# Chapter 9 Correlation and partitioning of variation

The coefficient of determination, \(R^2\), compares the variation in the response variable to the variation in the fitted model value. It can be calculated as a ratio of variances:

```
Swim <- SwimRecords # from mosaicData
mod <- lm( time ~ year + sex, data = Swim)
var(fitted(mod)) / var(Swim$time)
```

`## [1] 0.8439936`

The convenience function `rsquared()`

does the calculation for you:

`rsquared(mod)`

`## [1] 0.8439936`

The ** regression report** is a standard way of summarizing models. Such a report is produced by most statistical software packages and used in many fields. The first part of the table contains the coefficients — labeled “Estimate” — along with other information that will be introduced starting in Chapter @ref(“chap:confidence”). The \(R^2\) statistic is a standard part of the report; look at the second line from the bottom.

`summary(mod)`

```
##
## Call:
## lm(formula = time ~ year + sex, data = Swim)
##
## Residuals:
## Min 1Q Median 3Q Max
## -4.7027 -2.7027 -0.5968 1.2796 19.0759
##
## Coefficients:
## Estimate Std. Error t value Pr(>|t|)
## (Intercept) 555.71678 33.79991 16.441 < 2e-16 ***
## year -0.25146 0.01732 -14.516 < 2e-16 ***
## sexM -9.79796 1.01287 -9.673 8.79e-14 ***
## ---
## Signif. codes: 0 '***' 0.001 '**' 0.01 '*' 0.05 '.' 0.1 ' ' 1
##
## Residual standard error: 3.983 on 59 degrees of freedom
## Multiple R-squared: 0.844, Adjusted R-squared: 0.8387
## F-statistic: 159.6 on 2 and 59 DF, p-value: < 2.2e-16
```

Occasionally, you may be interested in the correlation coefficient \(r\) between two quantities.

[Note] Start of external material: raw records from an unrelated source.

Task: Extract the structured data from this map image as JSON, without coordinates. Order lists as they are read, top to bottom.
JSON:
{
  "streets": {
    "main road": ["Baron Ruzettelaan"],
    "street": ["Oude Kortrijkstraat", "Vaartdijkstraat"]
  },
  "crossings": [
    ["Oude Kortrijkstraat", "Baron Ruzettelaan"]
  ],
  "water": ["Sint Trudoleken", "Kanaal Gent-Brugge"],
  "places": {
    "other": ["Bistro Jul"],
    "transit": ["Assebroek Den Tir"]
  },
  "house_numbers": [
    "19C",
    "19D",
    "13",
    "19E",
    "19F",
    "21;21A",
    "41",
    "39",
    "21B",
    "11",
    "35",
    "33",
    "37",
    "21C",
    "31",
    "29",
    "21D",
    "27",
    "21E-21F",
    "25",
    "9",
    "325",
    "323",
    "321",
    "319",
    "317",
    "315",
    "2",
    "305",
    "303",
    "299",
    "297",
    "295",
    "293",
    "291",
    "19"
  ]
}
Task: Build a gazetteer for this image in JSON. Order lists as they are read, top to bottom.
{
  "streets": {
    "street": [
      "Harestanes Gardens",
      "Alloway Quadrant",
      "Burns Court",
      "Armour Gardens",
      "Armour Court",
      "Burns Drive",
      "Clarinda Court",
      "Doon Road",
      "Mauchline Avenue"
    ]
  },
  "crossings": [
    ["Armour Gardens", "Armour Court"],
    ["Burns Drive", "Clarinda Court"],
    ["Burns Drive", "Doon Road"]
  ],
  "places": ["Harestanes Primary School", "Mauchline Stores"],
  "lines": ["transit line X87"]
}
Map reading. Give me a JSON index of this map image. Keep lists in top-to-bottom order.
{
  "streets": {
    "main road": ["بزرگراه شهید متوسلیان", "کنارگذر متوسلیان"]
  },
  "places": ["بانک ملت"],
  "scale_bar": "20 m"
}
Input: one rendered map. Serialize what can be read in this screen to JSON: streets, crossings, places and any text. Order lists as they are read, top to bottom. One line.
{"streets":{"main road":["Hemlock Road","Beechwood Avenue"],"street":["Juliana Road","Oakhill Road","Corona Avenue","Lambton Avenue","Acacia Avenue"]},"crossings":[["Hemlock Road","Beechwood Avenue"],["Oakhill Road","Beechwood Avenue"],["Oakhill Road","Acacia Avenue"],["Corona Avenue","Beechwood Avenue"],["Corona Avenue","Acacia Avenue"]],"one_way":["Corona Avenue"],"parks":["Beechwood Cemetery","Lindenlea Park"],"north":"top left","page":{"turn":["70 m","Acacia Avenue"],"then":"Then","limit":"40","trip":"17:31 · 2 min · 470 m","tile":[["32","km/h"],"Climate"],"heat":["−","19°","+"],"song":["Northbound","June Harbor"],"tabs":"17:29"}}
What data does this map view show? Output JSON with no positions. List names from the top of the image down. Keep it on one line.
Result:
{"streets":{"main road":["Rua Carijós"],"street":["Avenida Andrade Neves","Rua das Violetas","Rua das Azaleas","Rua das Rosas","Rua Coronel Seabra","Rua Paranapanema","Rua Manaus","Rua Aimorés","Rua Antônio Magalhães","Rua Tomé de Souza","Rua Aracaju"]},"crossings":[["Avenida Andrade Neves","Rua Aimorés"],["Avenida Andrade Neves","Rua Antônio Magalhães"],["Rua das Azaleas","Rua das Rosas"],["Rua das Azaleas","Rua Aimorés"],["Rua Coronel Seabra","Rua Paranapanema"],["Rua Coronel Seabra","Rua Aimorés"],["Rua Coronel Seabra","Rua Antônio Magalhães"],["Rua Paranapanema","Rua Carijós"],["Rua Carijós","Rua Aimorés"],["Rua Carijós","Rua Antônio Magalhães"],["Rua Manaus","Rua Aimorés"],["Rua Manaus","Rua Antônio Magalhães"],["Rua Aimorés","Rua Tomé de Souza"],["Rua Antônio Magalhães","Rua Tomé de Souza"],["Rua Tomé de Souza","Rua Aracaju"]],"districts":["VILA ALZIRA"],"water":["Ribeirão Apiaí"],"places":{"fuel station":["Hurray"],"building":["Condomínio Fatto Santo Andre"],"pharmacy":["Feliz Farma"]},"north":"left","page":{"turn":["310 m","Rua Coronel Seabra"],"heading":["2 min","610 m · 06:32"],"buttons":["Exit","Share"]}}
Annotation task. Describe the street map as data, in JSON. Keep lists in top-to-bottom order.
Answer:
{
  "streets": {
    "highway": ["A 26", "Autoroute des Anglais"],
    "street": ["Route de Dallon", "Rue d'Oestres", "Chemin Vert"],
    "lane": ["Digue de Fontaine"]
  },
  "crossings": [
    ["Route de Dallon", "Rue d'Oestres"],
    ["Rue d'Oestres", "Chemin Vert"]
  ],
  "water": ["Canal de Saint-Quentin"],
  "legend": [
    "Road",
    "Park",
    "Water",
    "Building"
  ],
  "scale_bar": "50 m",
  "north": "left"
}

You can, of course, compute \(r\) by fitting a model, finding \(R^2\), and taking a square root.

```
mod2 <- lm( time ~ year, data = Swim)
coef(mod2)
```

```
## (Intercept) year
## 567.2420024 -0.2598771
```

`sqrt(rsquared(mod2))`

`## [1] 0.7723752`

The `cor()`

function computes this directly:

`cor(Swim$time, Swim$year)`

`## [1] -0.7723752`

Note that the negative sign on \(r\) indicates that record swim `time`

decreases as `year`

increases. This information about the direction of change is contained in the sign of the coefficient from the model. The magnitude of the coefficient tells how fast the `time`

is changing (with units of seconds per year). The correlation coefficient (like \(R^2\)) is without units.

Keep in mind that the correlation coefficient \(r\) summarizes only the simple linear model A ~ B where B is quantitative. But the coefficient of determination, \(R^2\), summarizes any model; it is much more useful. If you want to see the direction of change, look at the sign of the correlation coefficient.